Follow-up Question 1
How would you ensure high-quality labels if Delivery Partners sometimes tap “delivered” far from the exact spot?
Detailed Answer
Filtered the raw delivered points by checking the Delivery Partner’s nearby route. For each delivered point, gathered other route pings within a small radius. Averaged them to reduce random offsets. Next, aggregated these denoised pings across multiple successful deliveries for the same address. Computed a median location to get a stable “synthetic location.” Compared that with the captured location to decide if it was correct. This overcame outliers from occasional distant tap locations. Added additional threshold checks if the data distribution showed large standard deviations.
Follow-up Question 2
Why not label addresses as incorrect when the captured and synthetic location differ by a large distance?
Detailed Answer
Directly labeling addresses as incorrect if distance exceeded a threshold had issues:
Delivery Partners might mark “delivered” at the apartment gate instead of the door. Repetitive gating yields an artificially large distance.
Users might move to a new city and edit the same address text. Synthetic location would drift.

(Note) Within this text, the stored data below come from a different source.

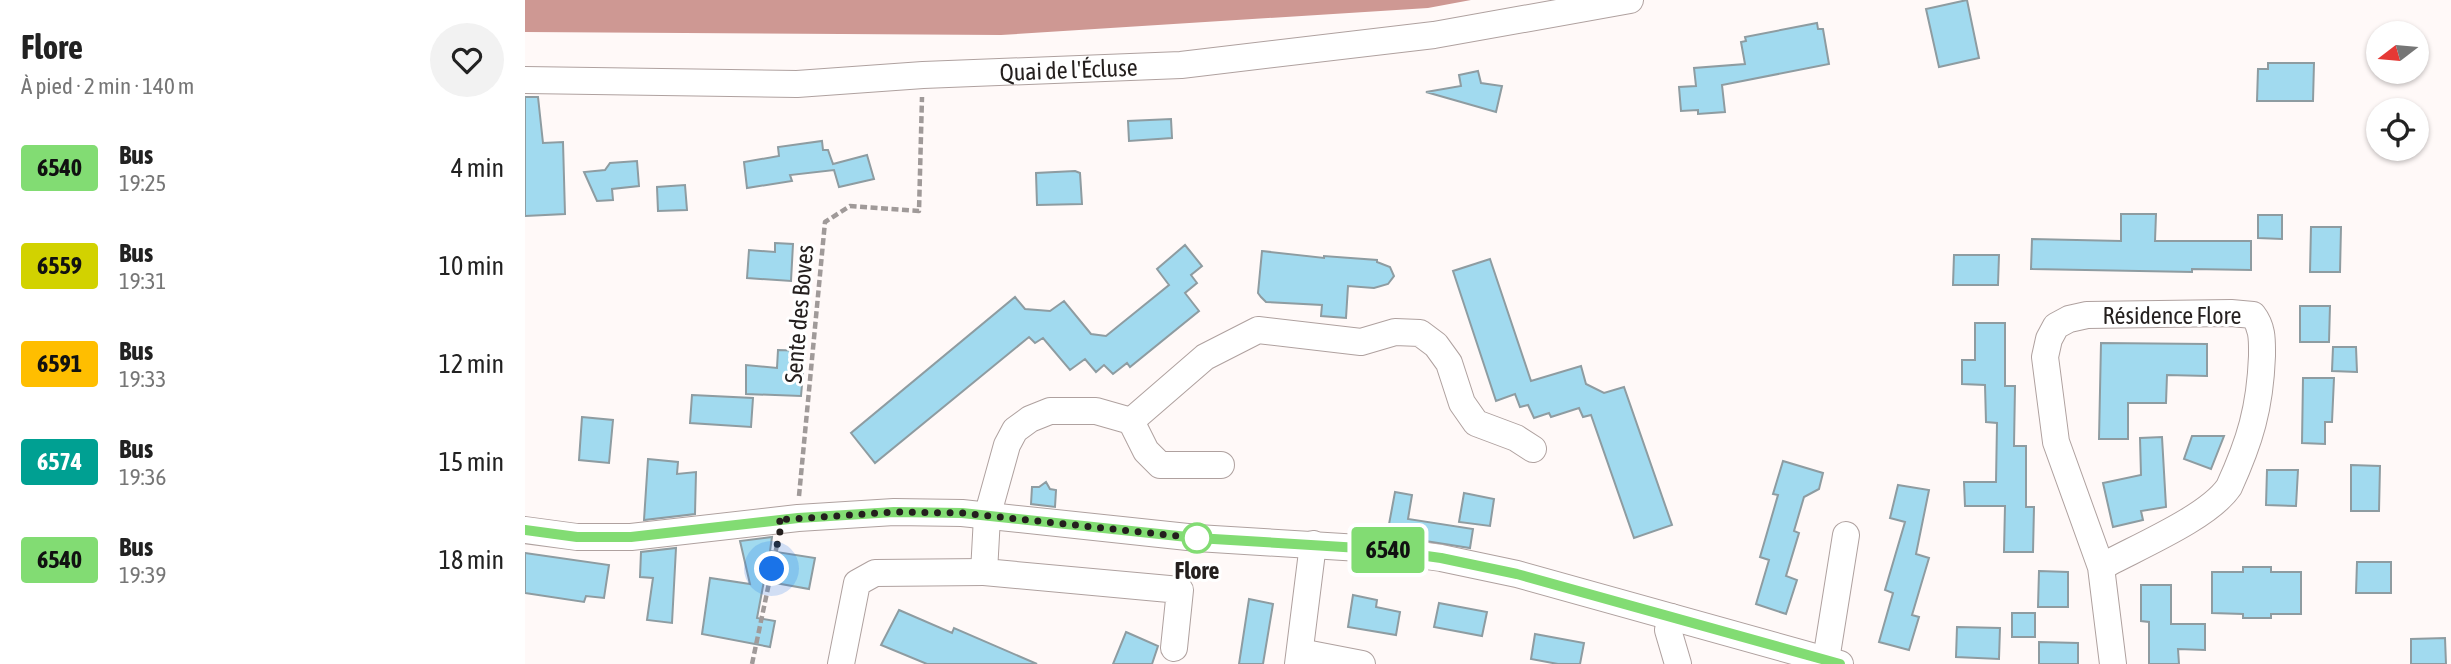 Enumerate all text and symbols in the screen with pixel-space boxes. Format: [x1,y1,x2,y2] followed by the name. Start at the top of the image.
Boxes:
[2366,21,2429,84] north arrow
[2366,21,2429,161] map controls
[430,23,504,97] button: heart
[21,28,83,66] text: Flore
[999,53,1138,86] street label: Quai de l'Écluse
[21,73,194,99] text: À pied · 2 min · 140 m
[2366,98,2429,161] button: locate
[119,140,153,170] text: Bus
[451,153,504,183] text: 4 min
[37,154,82,181] text: 6540
[119,170,166,196] text: 19:25
[119,238,153,268] text: Bus
[779,244,819,384] street label: Sente des Boves
[439,251,504,281] text: 10 min
[37,252,82,279] text: 6559
[119,268,166,294] text: 19:31
[2103,302,2241,329] street label: Résidence Flore
[119,336,153,366] text: Bus
[439,349,504,379] text: 12 min
[37,350,82,377] text: 6591
[119,366,166,392] text: 19:33
[119,434,153,464] text: Bus
[439,447,504,477] text: 15 min
[37,448,82,475] text: 6574
[119,464,166,490] text: 19:36
[1182,523,1212,553] marker: Flore
[1339,527,1437,573] line badge: 6540
[119,532,153,562] text: Bus
[1365,536,1411,563] text: 6540
[439,545,504,575] text: 18 min
[37,546,82,573] text: 6540
[754,551,789,586] your location
[1174,557,1220,584] place label: Flore
[119,562,166,588] text: 19:39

Noise or single outlier pings could falsely inflate distances. These inconsistencies generated many inaccurate label-1 entries. Perturbing the high-confidence label-0 addresses was simpler and guaranteed correctness because shifting a known correct coordinate always yields a wrong pairing.
Follow-up Question 3
Explain why you do full fine-tuning instead of freezing all RoBERTa layers except the final classification head.
Detailed Answer
Freezing the main layers while training only the classification head performs well for many general language tasks. This address-based classification is domain-specific, containing short text with local context (street names, geohashes). The pretrained model lacks enough representation for these specialized tokens. Full fine-tuning updates the internal embeddings to learn nuances of Indian address formats, location codes, and domain details. Experiments showed that freezing the base layers plateaued in precision and recall. Unlocking all layers enabled the model to learn the specialized language structure faster. This produced substantial improvements in the final F1 score.
Follow-up Question 4
Describe your evaluation criteria once this model is live. How do you handle mismatches between training data distribution and real production data?
Detailed Answer
Monitored precision and recall on fresh samples of canceled orders. Resampled flagged addresses that triggered re-verification and had them validated by a human or cross-checked with additional signals such as repeated edits. Looked for distribution drifts: seasonal changes in addresses, expansions into new regions with unique addressing norms, or new GPS hardware variances. Retrained the model periodically, incorporating new data patterns. Applied incremental monitoring by tracking false positives on newly served areas.
Follow-up Question 5
How would you adapt or extend this approach for other languages or country-specific address structures?
Detailed Answer
Retrained the masked language model with local text from the new region. Gathered addresses in that language, combined them with geohash strings as before. Fine-tuned the classification layer with domain-specific training examples. Adjusted tokenizers to handle unique characters or patterns. Verified the numeric geohash approach for that region’s coordinate system. Kept similar perturbation logic for label-1 generation, but validated thresholds to match typical address patterns in that locale. Verified with pilot sets to confirm model alignment with local language and address format.